Other than those minor scares Pee-wee’s Big Adventure was pretty boring and uneventful. Apparently I’m not big fan of Pee-wee’s type of humor, it felt weird seeing a grown-ass man make weird voices and jump around. I actually only laughed once during this reshowing of Pee-wee’s Big Adventure (although I softly blew air out of my nose another two times).
There’s a really great scene where there’s a pet store on fire. Pee-wee rushes inside to save all the animals, but runs right past the snakes and makes a face at them. It was one of the only times that the humor was kind of subtle and not right in your face like a pie I’m sure Pee-wee would be apt to throw. It took me by surprise, and I actually laughed out loud despite being alone in the house, a super weird feeling.
Other than that the humor of Pee-wee’s Big Adventure was more something that only kids would find funny – like why is Pee-wee’s toothbrush giant? I just don’t get it. It’s not quite as stupid humor as kid’s movies today seem to rely on, though at times it toed that line.
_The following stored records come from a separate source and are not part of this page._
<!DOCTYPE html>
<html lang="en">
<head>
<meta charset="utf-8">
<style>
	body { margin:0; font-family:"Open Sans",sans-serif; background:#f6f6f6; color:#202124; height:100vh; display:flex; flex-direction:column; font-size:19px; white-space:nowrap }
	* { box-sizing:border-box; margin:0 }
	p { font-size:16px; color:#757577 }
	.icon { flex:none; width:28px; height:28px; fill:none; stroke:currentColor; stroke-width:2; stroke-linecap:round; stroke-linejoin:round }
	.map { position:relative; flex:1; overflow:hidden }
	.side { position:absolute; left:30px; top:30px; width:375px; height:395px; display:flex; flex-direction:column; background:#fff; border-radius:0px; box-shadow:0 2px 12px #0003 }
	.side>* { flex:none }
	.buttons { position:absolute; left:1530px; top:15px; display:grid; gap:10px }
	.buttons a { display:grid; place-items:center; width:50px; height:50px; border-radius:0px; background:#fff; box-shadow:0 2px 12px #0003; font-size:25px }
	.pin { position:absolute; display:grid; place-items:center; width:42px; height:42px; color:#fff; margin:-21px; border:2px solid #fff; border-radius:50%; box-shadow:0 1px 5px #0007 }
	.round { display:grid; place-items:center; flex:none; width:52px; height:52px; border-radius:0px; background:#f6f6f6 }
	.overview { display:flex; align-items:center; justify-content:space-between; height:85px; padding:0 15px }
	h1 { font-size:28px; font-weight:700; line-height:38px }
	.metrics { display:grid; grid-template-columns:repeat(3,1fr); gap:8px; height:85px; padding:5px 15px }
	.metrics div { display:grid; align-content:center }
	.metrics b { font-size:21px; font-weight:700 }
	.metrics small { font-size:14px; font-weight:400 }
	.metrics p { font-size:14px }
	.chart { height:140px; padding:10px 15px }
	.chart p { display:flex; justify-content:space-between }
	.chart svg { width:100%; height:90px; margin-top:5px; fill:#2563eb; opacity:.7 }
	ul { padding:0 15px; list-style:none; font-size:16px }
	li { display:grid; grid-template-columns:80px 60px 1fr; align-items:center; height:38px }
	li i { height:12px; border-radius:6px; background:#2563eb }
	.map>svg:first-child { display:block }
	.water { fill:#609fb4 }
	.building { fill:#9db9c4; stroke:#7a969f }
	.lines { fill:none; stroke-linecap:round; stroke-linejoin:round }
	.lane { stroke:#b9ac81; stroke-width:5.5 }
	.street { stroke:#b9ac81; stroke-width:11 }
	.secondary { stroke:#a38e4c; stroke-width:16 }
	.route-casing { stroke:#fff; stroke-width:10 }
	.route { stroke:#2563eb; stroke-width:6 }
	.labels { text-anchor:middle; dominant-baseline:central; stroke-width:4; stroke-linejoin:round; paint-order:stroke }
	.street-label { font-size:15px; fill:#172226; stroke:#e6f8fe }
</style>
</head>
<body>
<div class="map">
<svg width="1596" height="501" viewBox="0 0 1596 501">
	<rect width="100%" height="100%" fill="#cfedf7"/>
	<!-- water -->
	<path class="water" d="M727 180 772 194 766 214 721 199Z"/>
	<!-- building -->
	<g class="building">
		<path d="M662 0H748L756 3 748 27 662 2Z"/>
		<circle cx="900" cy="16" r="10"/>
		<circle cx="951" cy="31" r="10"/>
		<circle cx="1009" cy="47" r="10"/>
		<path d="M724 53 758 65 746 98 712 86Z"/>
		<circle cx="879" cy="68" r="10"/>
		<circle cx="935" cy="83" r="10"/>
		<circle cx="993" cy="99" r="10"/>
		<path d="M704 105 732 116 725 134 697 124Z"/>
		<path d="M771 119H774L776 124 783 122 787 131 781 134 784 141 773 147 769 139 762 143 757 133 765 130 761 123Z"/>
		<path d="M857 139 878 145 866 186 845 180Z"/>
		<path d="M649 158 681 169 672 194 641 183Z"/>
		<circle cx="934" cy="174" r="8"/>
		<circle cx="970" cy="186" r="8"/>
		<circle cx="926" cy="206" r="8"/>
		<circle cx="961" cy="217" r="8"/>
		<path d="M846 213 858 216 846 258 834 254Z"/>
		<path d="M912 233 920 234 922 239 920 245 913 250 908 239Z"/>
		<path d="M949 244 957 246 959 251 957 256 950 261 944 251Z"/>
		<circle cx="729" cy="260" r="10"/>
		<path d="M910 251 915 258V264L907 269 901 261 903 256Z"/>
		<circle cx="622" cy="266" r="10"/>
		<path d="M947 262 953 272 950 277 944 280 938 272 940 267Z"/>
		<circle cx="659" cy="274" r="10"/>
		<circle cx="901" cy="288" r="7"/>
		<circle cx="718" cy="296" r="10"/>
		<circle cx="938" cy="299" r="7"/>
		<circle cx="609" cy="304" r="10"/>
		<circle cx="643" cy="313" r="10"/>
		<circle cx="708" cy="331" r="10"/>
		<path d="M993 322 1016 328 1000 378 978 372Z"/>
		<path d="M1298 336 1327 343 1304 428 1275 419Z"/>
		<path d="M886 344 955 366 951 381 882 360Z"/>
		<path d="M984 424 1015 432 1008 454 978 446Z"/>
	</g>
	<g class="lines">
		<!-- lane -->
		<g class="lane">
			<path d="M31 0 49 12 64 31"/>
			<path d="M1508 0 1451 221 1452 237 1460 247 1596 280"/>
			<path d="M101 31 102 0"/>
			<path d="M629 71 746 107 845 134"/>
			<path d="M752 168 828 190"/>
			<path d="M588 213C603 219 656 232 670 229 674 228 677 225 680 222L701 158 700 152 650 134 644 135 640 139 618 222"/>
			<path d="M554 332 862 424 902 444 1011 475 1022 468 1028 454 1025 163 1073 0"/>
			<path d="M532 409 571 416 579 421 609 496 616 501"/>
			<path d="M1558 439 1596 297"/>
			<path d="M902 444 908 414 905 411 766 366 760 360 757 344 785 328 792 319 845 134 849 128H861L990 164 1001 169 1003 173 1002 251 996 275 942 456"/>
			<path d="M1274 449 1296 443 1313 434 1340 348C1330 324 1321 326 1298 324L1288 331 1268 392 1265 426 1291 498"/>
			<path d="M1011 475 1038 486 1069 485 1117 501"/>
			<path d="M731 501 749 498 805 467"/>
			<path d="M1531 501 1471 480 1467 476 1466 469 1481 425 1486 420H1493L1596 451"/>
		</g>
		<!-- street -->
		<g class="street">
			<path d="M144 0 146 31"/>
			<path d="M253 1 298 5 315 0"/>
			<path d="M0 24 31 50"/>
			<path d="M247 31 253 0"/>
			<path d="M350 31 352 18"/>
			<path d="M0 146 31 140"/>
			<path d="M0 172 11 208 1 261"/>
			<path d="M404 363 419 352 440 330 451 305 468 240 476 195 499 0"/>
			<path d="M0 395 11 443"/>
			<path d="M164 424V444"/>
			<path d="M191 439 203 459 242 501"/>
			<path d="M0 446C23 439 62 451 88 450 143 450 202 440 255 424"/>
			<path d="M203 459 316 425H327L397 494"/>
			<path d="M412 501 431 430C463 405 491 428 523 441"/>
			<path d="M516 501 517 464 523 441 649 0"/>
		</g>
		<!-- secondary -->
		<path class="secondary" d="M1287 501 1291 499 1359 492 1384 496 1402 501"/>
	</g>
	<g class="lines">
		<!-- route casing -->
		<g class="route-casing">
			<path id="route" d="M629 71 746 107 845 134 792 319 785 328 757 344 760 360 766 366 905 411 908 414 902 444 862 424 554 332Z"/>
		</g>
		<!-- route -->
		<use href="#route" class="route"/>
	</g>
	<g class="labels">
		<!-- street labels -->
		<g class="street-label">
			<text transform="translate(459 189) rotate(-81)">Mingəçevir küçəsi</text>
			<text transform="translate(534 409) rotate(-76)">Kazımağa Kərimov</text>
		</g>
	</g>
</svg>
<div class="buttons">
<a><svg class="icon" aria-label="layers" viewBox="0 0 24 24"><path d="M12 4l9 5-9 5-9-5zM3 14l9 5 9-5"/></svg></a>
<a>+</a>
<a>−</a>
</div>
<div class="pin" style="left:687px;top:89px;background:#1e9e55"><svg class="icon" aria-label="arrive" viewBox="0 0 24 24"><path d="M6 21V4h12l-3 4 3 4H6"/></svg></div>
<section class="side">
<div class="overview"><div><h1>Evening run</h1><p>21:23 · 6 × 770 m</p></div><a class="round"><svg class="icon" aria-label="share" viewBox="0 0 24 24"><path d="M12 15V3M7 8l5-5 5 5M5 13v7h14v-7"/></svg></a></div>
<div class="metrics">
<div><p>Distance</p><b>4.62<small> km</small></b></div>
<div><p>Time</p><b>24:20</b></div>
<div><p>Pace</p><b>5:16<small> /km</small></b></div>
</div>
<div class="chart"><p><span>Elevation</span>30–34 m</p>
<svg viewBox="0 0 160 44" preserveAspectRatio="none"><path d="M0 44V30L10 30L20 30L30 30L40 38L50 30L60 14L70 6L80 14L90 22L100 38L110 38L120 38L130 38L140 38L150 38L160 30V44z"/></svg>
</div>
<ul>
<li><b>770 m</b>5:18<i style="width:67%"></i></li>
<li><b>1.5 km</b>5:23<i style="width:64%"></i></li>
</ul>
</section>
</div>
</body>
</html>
So for that reason I suggest only watching Pee-wee’s Big Adventure if you have a kid who wants to watch it (and who isn’t a pussy like me). Also, I’m not a parent, so I don’t know if drinking heavily around your children is frowned upon, but Pee-wee’s Big Adventure would probably also make a good drinking game. Take a sip every time Pee-wee is annoying, and ten minutes in you’re already enjoying the movie as much as your kid is. You’re welcome.